It is the privilege of loneliness; this late hour when everyone else
is sleeping; in privacy one may do as one chooses. The light has
a kind of caress (and wasn't she craving being touched?); freedom
in silence and stillness and the low hum of insects--this summer,
the summer she learned to drive; the whole world pouring over
her forehead and through her hair on those winding roads; music
all her own (the first bands she'd adored) and how possible every-
thing seemed. (Blues Traveler would sing, "The sun is warm
as the day is long, and I just got the feeling I could do no wrong.")
Everything was heat and pressure and waves and waves of feeling;
all was feeling; was there anything else? How unbelievable death 
was!--that it must end; and no one in the whole world would know 
how she had loved it all; how, every instant... She tucked her toes
into the crevices of the day bed, fiddled with the half-empty lighter, 
looked into the open arms of the trees, their heavy silhouettes against
the sky's unearthly blue (like the light in those El Greco paintings
in Art History class; what did Dr. Myers say?--"technicolored
clouds"); What is it? she wondered aloud, softly.  Where am I? 
And why, after all, does one do it? Are we not all prisoners? She
drank of the cigarette, wanting to savor the smoke, remembering
how from that first weekend they'd all tried it at Christy's she hadn't
--couldn't enjoy what she'd hoped would be sublime but seemed
instead to burn in her throat. She rubbed out the burning tip against
the edge of the sill--discrete ash to blend in with the insect carcasses 
and bits of screen. That was it; all of it: What she liked was simply life

Nearly June in London, and she thought only of the unseen part of us;
the great unfathomable space inside each person--all that we feel; all
that we love; all that we do and think about every day; things we do
not say. But--but--why did she suddenly feel, for no reason that she 
could discover, desperately unhappy? It washed back over her; Sally
was gone forever, the Kiwi girl with freckles from lower school she 
had so enjoyed whenever they were out with Carrie and the others--
gone with so much lost; so much unfinished; so much unsaid, undone,
left behind. That's it: absorbing, mysterious, of infinite richness, this life.
So what is this terror? what is this ecstasy? How immense it all is, how
gone in an instant--the whole colossal weight of it undone, vanished
to dust. How it is certain we must die and how valuable, then, how
gorgeous this precious, tiny, whole, extraordinary, ordinary moment. 
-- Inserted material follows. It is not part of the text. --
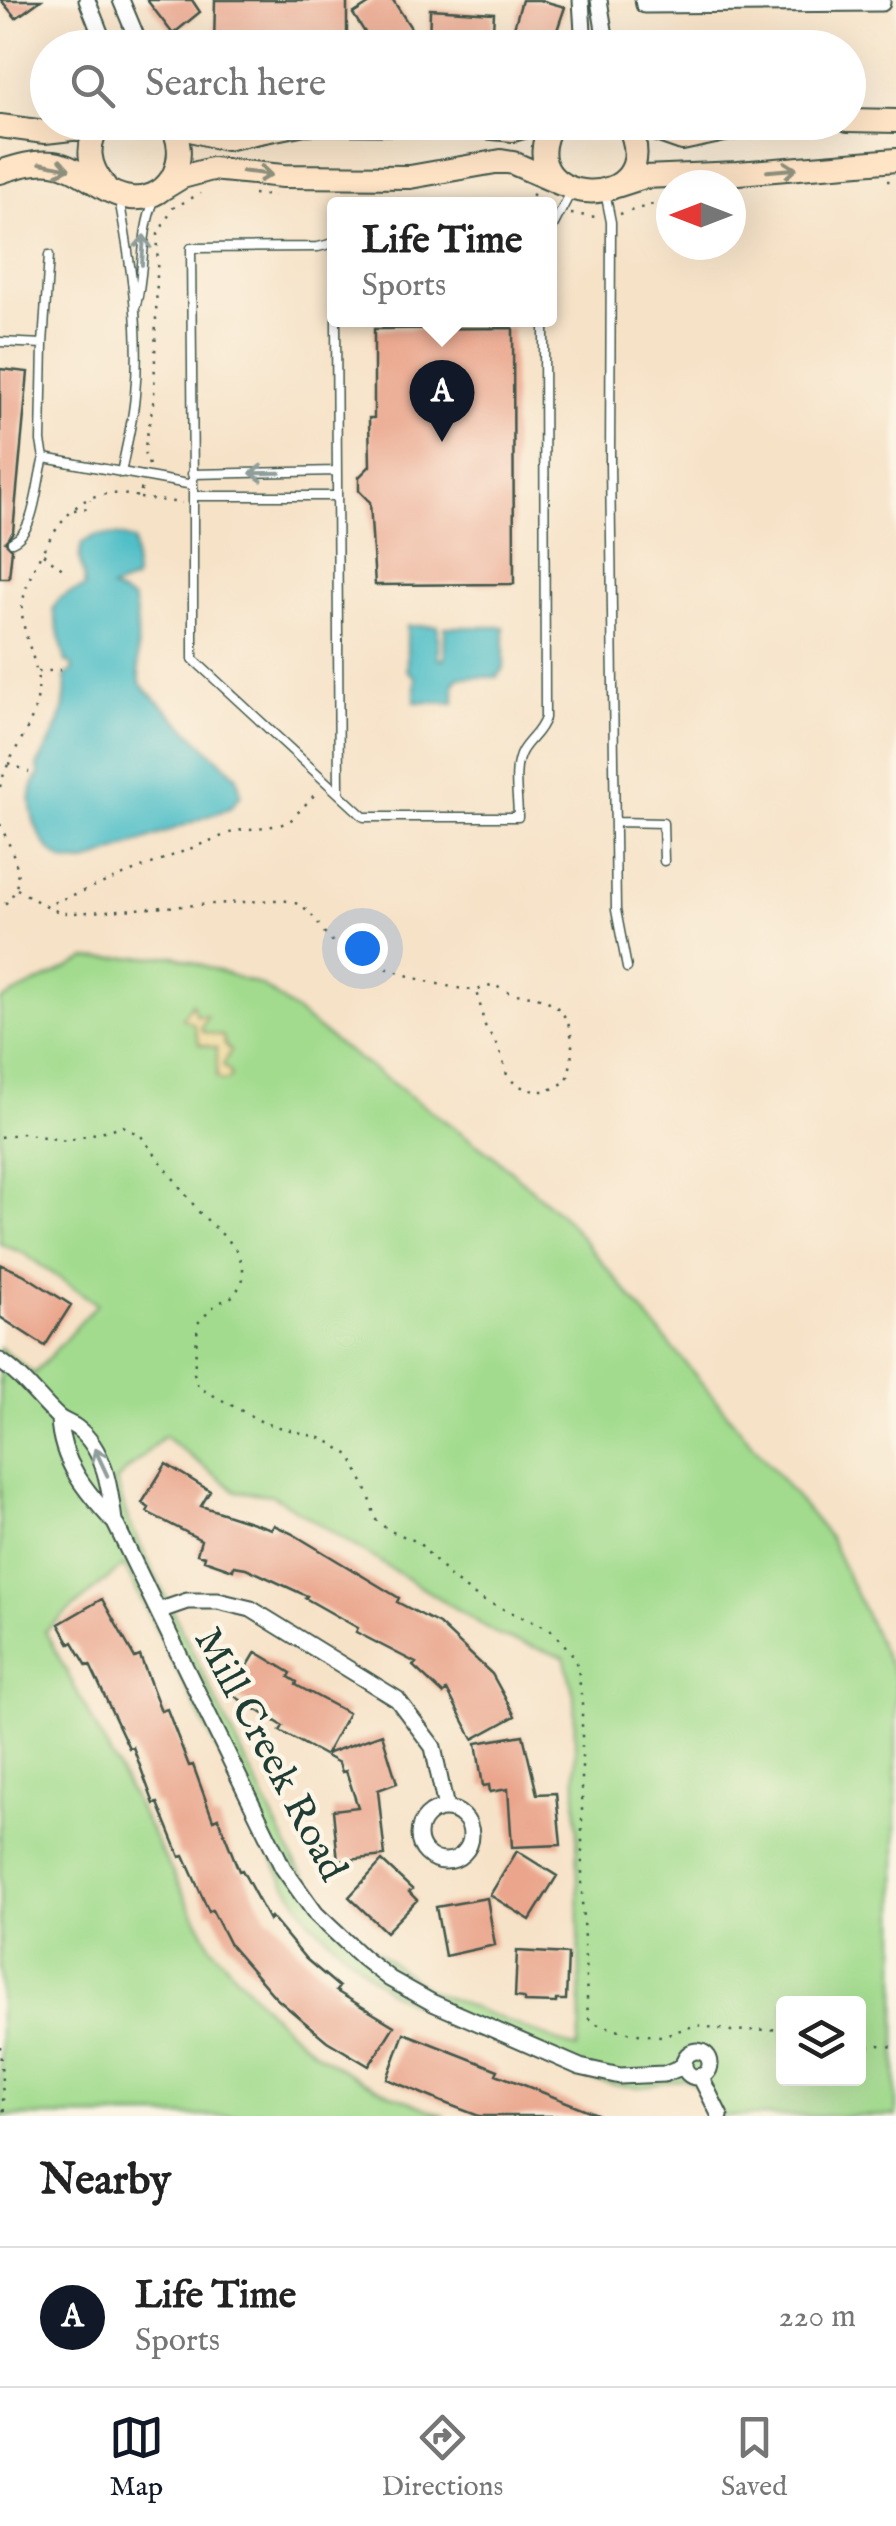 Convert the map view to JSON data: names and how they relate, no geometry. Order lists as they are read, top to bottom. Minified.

So on a summer's day waves collect, overbalance, and fall; collect 
and fall; and the whole world seems to be saying 'that is all' more 
and more ponderously, until even the heart in the body which lies 
in the sun on the beach says too, That is all. Fear no more, says 
the heart. Fear no more, says the heart, committing its burden 
to some sea, which sighs collectively for all sorrows and renews, 
begins, collects, lets fall. And the body alone listens to the passing 
bee; the wave breaking; the dog barking, far away barking and barking.

*everything in italics is directly borrowed from Mrs. Dalloway

Thursday, 24 May 2012

Call Me Clarissa

--> I'm gathering lines of text I love for my final double-post. My plan is to write a prose poem of my own, incorporating many of these borrowed lines from Mrs. Dalloway. In the poem, I will explore some of the big ideas in our course. 

"What a lark! What a plunge!" (1)

"What she loved; life; London; this moment of June" (2).

"such was her darkness" (20)

"There was an emptiness about the heart of life; an attic room" (26)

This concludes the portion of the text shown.